Despite consuming the same number of calories, MOTS-c-treated mice gained significantly less weight than untreated controls, demonstrating increased metabolic efficiency and energy expenditure.
Why MOTS-c Is Being Studied for Metabolic Health
MOTS-c is a mitochondrial-derived peptide that regulates systemic metabolism rather than simply producing cellular energy.
It plays a role in glucose metabolism, insulin sensitivity, and energy balance, and its levels decline with age—making it a key target in metabolic research.
Experimental Design and Methodology
Mice were placed on a 60% high-fat diet and divided into treated and control groups.
MOTS-c was administered daily via intraperitoneal injection. Researchers measured body weight, food intake, glucose levels, insulin sensitivity, energy expenditure, and liver fat accumulation.
Key Findings — Less Weight Gain Without Eating Less
MOTS-c-treated mice gained significantly less weight despite identical caloric intake.
This effect was driven by increased energy expenditure, higher carbohydrate utilization, and enhanced thermogenesis rather than reduced food intake.
Improved Glucose Metabolism and Insulin Sensitivity
Treated mice showed lower fasting glucose and insulin levels, along with improved insulin sensitivity.
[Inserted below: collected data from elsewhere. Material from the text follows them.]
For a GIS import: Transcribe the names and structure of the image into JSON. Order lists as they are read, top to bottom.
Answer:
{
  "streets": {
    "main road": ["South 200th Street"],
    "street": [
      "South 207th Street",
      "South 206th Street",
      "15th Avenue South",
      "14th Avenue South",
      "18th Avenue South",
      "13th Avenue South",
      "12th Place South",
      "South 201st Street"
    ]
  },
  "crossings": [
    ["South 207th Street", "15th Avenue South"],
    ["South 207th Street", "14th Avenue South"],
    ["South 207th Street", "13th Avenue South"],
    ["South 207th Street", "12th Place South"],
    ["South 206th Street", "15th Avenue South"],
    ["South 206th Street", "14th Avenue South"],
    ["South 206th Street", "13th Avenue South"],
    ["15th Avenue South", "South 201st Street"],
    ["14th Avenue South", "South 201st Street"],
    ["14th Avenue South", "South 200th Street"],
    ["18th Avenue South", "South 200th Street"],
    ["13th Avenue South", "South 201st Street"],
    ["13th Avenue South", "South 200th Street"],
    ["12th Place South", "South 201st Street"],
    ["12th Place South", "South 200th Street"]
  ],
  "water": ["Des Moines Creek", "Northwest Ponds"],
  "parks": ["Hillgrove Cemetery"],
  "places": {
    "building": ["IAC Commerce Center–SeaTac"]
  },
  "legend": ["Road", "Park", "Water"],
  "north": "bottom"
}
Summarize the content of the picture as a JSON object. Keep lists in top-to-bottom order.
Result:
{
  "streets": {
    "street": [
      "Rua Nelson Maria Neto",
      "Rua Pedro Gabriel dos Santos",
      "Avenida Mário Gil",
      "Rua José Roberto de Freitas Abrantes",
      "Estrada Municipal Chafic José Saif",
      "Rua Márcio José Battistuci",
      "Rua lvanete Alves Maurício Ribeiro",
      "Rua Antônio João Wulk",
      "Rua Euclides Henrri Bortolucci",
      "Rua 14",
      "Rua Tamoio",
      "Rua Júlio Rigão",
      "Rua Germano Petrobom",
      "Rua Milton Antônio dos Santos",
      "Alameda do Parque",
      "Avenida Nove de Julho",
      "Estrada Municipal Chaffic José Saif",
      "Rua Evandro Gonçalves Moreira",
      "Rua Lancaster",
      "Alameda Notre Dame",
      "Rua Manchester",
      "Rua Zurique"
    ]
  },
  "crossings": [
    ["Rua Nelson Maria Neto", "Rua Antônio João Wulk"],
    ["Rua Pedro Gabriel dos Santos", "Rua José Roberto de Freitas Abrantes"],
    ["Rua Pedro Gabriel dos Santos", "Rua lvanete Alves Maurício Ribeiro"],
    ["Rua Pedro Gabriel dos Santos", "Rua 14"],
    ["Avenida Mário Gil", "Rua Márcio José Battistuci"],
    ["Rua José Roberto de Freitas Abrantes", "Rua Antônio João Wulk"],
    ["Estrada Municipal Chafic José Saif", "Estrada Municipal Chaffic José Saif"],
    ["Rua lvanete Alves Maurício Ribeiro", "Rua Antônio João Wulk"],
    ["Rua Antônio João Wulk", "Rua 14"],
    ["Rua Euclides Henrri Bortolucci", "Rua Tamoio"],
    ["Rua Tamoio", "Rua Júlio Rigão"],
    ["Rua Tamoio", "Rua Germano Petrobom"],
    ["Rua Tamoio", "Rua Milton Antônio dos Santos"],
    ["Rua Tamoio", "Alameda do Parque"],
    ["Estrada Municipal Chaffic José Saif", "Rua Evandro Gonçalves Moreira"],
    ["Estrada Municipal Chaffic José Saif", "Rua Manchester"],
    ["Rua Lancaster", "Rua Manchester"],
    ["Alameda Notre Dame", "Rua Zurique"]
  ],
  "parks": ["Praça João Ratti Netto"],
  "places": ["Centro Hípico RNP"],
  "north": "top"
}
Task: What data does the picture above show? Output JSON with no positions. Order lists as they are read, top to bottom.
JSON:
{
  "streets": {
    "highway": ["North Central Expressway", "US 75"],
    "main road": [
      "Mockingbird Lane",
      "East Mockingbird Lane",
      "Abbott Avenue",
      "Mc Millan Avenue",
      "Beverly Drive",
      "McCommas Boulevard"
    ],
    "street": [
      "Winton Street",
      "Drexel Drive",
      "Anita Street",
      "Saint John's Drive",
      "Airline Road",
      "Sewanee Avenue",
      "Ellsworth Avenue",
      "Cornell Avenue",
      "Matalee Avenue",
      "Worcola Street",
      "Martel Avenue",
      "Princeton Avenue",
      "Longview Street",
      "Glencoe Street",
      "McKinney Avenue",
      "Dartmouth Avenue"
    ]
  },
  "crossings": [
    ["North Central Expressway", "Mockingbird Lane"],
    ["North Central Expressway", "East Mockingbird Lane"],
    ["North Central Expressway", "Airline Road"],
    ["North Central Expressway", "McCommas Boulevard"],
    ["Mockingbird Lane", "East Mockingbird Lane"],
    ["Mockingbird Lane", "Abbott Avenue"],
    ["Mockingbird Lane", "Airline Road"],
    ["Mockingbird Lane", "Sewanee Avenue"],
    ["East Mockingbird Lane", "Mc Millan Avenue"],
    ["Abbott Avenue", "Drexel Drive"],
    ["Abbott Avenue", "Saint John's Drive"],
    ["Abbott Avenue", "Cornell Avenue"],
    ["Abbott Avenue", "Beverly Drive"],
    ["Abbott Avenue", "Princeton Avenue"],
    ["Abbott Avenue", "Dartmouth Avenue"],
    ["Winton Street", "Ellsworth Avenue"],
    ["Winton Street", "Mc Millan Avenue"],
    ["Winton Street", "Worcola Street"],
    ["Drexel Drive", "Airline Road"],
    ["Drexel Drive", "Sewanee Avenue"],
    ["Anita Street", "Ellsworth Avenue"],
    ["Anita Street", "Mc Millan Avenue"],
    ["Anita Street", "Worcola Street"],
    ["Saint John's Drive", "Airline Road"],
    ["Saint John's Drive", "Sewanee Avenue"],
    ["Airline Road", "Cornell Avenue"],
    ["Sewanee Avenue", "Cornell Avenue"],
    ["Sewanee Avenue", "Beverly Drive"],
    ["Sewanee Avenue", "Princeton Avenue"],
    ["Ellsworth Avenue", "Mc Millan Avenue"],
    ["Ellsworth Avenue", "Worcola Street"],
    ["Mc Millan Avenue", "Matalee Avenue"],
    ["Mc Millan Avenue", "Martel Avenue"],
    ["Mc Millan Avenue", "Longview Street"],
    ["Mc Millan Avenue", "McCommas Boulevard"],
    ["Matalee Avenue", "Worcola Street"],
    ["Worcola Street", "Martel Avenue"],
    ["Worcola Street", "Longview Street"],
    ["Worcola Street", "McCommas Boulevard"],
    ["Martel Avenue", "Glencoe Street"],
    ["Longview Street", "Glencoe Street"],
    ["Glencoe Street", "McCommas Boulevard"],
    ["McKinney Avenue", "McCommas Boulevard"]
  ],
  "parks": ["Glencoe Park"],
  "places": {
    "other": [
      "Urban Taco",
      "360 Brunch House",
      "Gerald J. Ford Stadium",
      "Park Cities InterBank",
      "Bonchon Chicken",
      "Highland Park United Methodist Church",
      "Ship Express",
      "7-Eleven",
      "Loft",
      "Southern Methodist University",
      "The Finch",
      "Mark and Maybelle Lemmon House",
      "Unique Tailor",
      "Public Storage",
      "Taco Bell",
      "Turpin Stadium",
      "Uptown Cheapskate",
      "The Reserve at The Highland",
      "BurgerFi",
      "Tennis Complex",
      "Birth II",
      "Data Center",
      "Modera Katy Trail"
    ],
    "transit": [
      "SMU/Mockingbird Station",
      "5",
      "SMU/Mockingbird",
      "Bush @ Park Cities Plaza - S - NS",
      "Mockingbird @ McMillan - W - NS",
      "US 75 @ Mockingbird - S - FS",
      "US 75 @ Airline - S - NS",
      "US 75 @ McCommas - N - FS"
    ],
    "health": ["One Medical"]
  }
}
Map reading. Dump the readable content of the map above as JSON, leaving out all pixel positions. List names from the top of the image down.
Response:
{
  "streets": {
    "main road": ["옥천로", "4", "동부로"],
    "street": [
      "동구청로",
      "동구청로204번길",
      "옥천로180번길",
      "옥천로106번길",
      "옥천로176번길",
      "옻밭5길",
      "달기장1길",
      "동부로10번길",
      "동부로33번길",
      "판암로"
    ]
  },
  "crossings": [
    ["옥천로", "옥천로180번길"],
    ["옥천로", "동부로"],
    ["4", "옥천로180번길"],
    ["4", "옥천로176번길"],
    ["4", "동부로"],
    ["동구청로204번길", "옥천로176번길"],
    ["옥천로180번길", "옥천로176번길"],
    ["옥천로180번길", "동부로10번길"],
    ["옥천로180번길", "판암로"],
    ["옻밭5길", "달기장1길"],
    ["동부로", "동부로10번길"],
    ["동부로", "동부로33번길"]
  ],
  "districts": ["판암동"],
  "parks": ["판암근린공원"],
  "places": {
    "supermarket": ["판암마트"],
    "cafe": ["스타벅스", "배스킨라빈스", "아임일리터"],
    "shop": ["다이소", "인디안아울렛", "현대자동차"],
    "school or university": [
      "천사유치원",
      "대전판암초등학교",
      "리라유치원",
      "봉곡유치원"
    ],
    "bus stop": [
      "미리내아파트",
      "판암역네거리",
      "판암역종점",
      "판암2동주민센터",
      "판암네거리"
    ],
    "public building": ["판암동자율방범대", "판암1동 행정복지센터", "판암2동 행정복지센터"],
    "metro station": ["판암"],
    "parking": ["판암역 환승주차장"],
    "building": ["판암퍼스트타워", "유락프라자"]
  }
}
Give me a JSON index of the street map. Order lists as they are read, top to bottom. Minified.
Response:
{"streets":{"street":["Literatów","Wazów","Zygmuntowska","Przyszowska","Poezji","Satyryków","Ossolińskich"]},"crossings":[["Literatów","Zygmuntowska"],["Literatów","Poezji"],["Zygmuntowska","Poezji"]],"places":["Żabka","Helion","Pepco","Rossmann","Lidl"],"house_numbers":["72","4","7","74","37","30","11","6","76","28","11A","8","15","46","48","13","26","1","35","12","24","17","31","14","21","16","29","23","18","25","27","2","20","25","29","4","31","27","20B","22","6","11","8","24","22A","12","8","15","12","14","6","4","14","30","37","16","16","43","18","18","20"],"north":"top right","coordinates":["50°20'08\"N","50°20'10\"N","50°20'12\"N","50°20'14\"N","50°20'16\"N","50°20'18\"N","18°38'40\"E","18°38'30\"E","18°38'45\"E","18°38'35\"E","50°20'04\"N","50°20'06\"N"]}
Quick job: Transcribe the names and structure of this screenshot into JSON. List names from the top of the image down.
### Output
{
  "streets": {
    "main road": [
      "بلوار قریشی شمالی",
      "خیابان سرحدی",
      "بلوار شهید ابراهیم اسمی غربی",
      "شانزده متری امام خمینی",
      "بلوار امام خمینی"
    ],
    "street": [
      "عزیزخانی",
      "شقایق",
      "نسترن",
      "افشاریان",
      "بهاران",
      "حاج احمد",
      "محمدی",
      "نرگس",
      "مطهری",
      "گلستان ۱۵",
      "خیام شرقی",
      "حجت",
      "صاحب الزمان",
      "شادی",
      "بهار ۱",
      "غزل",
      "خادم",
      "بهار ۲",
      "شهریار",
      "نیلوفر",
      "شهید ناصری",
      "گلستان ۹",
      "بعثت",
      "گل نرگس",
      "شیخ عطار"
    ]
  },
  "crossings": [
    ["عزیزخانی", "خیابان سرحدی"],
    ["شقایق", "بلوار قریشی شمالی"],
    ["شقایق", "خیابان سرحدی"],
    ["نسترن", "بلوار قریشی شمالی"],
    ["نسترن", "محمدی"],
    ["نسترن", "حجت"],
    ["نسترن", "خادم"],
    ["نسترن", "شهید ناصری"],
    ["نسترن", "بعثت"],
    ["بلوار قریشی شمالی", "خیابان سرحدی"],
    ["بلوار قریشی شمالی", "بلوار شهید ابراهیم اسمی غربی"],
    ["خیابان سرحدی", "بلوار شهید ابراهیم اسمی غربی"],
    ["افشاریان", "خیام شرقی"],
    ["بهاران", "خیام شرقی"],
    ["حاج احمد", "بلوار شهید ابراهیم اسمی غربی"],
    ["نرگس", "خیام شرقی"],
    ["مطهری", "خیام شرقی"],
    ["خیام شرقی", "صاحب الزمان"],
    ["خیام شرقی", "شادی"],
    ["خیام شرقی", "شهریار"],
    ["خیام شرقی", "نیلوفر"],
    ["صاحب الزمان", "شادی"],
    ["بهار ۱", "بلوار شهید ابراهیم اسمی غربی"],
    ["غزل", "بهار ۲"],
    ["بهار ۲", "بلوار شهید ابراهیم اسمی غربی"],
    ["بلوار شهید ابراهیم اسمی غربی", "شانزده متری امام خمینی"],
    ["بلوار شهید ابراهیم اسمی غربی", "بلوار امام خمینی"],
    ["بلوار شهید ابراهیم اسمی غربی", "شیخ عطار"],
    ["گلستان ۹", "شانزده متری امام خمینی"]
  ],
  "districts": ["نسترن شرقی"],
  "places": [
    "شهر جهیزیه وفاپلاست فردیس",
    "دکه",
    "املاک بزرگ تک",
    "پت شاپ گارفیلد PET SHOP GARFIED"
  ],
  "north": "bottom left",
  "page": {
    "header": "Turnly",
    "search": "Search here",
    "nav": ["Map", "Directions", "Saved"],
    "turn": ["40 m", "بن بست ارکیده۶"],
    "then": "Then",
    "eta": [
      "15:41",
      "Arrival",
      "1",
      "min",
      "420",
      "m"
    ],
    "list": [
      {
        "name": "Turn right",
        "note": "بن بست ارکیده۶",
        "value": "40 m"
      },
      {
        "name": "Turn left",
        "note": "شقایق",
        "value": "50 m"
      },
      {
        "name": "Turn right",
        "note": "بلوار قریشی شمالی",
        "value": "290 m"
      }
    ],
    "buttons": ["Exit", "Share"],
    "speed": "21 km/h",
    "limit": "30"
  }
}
Skeletal muscle glucose uptake increased significantly, indicating improved metabolic function in key insulin-responsive tissues.
Protection Against Fatty Liver Development
MOTS-c significantly reduced liver fat accumulation in mice fed a high-fat diet.
This suggests protection against diet-induced fatty liver disease and improved overall metabolic health across multiple organs.
Mechanism of Action — AMPK Activation
MOTS-c activates AMP-activated protein kinase (AMPK) in skeletal muscle, increasing GLUT4 expression and glucose uptake.
This pathway enhances energy expenditure, fatty acid oxidation, mitochondrial function, and metabolic efficiency—explaining reduced weight gain despite unchanged caloric intake.
Discussion and Scientific Implications
MOTS-c demonstrates a unique mechanism by increasing energy expenditure rather than suppressing appetite.
Its ability to improve metabolism, insulin sensitivity, and fat distribution positions it as an important subject in mitochondrial and metabolic research.
Conclusion
MOTS-c provided strong protection against obesity, insulin resistance, and fatty liver in mice fed a high-fat diet.
These findings highlight its role as a mitochondrial regulator of energy balance, though all results are based on animal models only.
Frequently Asked Questions
What is MOTS-c?
MOTS-c is a mitochondrial-derived peptide that regulates metabolism, glucose utilization, and energy balance.
How did MOTS-c reduce weight gain in mice?
It increased energy expenditure and metabolic efficiency, allowing mice to gain less weight despite identical calorie intake.
Does MOTS-c improve insulin sensitivity?
Yes, treated mice showed improved glucose control and increased skeletal muscle insulin sensitivity.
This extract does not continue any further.